BÂTINÎ TEFSÎRLERİ (3) PDF 
Pazartesi, 03 Temmuz 2023 00:00

BÂTINÎ TEFSÎRLERİ (3)

(...dünden devam)

İhvanı Safa, hükümlerin bir zahiri bir de batını olduğunu, batını anlayanların nefisleri cesedden ayrılınca derhal cennete uçacağını, fakat sadece zahirini anlayıp onunla amel eden nefislerin, cesedden ayrıldıktan sonra SIRÂT-I MÜSTAKÎM olan insanlık şeklinde kalacaklarını, tâ Sıratı geçmeğe cevaz verilinceye kadar böyle olacaklarını; fakat ne zahirî, ne de batınî manâları anlamayıp yapmayanların da hayvanlık derecesine düşeceklerini söyledikten sonra, uzun bir şiirde insanları dinden şüpheye düşürecek birtakım sorular ortaya atar ve bunları böyle meçhul bırakırlar:

“Rumuzdan anlamayan cahil söylesin bakalım: Sûre­lerin âyetlerinin sayısındaki hikmet nedir? Namaz, zekât, temizlik gibi farzların miktarlarındaki hikmet nedir? Ülü'1-Azm ne kadardır? Allah'ın nasıl doksan dokuz ismi vardır? Ümmet nasıl yetmiş üç fırkaya ayrılır? Nübüvvet nasıl kırk altı şubedir? Rü'ya-i sadıka (doğru rüya) neden peygamberlikten bir cüz'dür? Hamele-i Arş (Arşı taşıyan meleklerin) ve Cennet kapılarının sayısı nedir?

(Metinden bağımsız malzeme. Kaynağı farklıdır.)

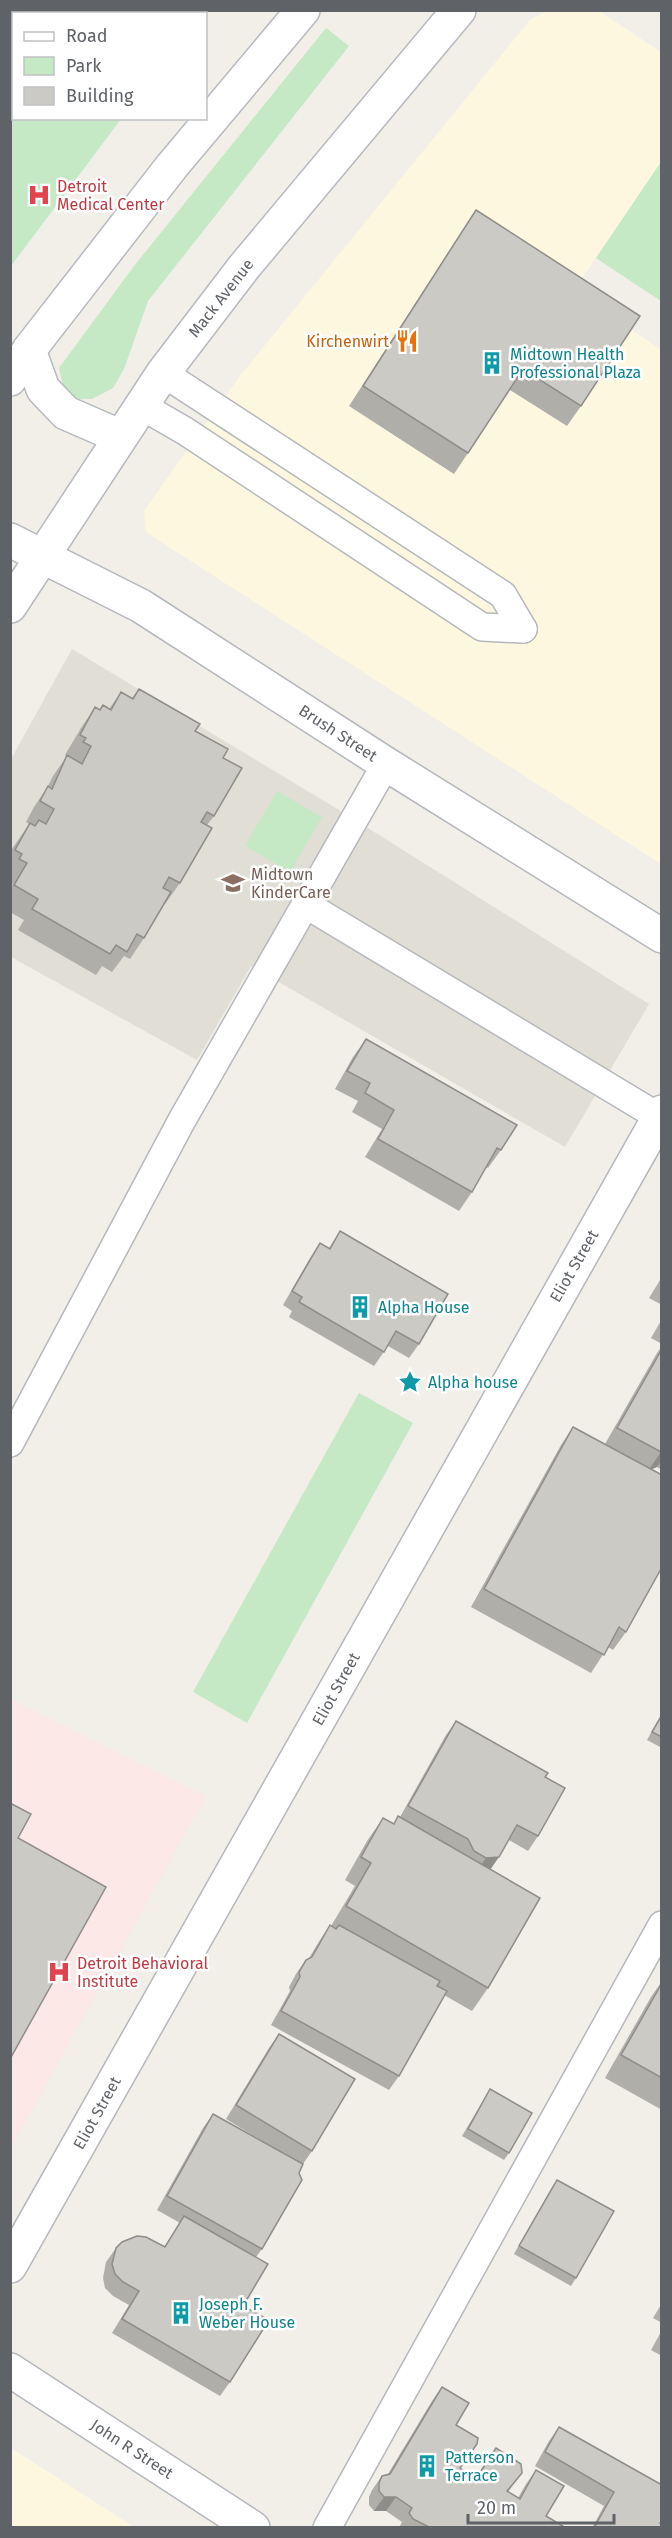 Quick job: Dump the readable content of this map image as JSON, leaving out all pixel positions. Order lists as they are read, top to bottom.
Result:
{
  "streets": {
    "street": [
      "Mack Avenue",
      "Brush Street",
      "Eliot Street",
      "John R Street"
    ]
  },
  "crossings": [
    ["Mack Avenue", "Brush Street"]
  ],
  "places": {
    "hospital": ["Detroit Medical Center", "Detroit Behavioral Institute"],
    "restaurant": ["Kirchenwirt"],
    "building": [
      "Midtown Health Professional Plaza",
      "Alpha House",
      "Joseph F. Weber House",
      "Patterson Terrace"
    ],
    "school or university": ["Midtown KinderCare"],
    "place": ["Alpha house"]
  },
  "legend": ["Road", "Park", "Building"],
  "scale_bar": "20 m"
}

طـه حم طـس Ve benzerleri nedir? İblis'in yardımcısı olan yılan ve tavus nedir? Âdem'in yediği buğday nedir? Onu yiyince avreti nasıl açıldı? Karga Kābil'e kardeşini defnetmeyi nasıl öğretti? İbrahim'e serin olan ateş nedir? Tufan, tahta gemi nedir? Yusuf'un gömleği, Yusuf’u yiyen kurt, iftira ile getirilen yalan kan, Yusuf'un atıldığı kuyu nedir? Yusuf'u nasıl az para ile sattılar?...” (Resailu İhvâni's-Safâ, 4/190-196) gibi sorulardan sonra bunların şeriatın sırlarından olduğunu, kalbi paslı olanlara açılamayacağım söylüyor ve bu suretle şüpheye düşürüp insanları dinden soğutarak kendi mezheplerine yani felsefî dinlerine sokmağa çalışıyorlar. Bu gibi tevillerin ne şahidi, ne de ilhamı vardır. Bunlar, tamamen indî ve maksatlı düşüncelerin ürünüdür.

Bundan dolayı bu gibi yorumları yukarıda işaret edilen şartlara vurur, onlara uymadıkları için sahiplerine reddederiz. O şartlara uymayanlar işarî tefsîr olamaz. O şartlara uyan işarî tefsîrle de amel etmek (onları uygulamak) gerekmez. Çünkü bu tefsîr vicdaniyyattandır. Vicdaniyyat (kişisel sezgi ve düşünceler) delil ve burhana dayanmaz. O, sûfîye mahsus bir hal, kendisi ile Rabbi arasında bir sırdır. Kendisi onun gereğine göre hareket eder, fakat başkasını onu uygulamaya zorlayamaz.

Sûfîlerin bâtınî tefsirlerine işârî tefsîr denilir. Bunların mu’teber sayılması için birtakım şartlar aranır.

Bâtın Mânânın Sıhhatinin Şartları:

Bâtın manânın sahih olması için dört şart vardır:

1 – Bâtın manânın, lafzın zahir (açık) manâsına aykırı olmaması,

2 – Başka bir yerde bu manânın doğruluğuna nassen veya zahiren bir kanıtın bulunması,

3 – Bu manâya şer'î veya aklî bir muârızın bulunmaması,

4 – Bâtın manânın tek mânâ olduğunun ileri sürülmemesi.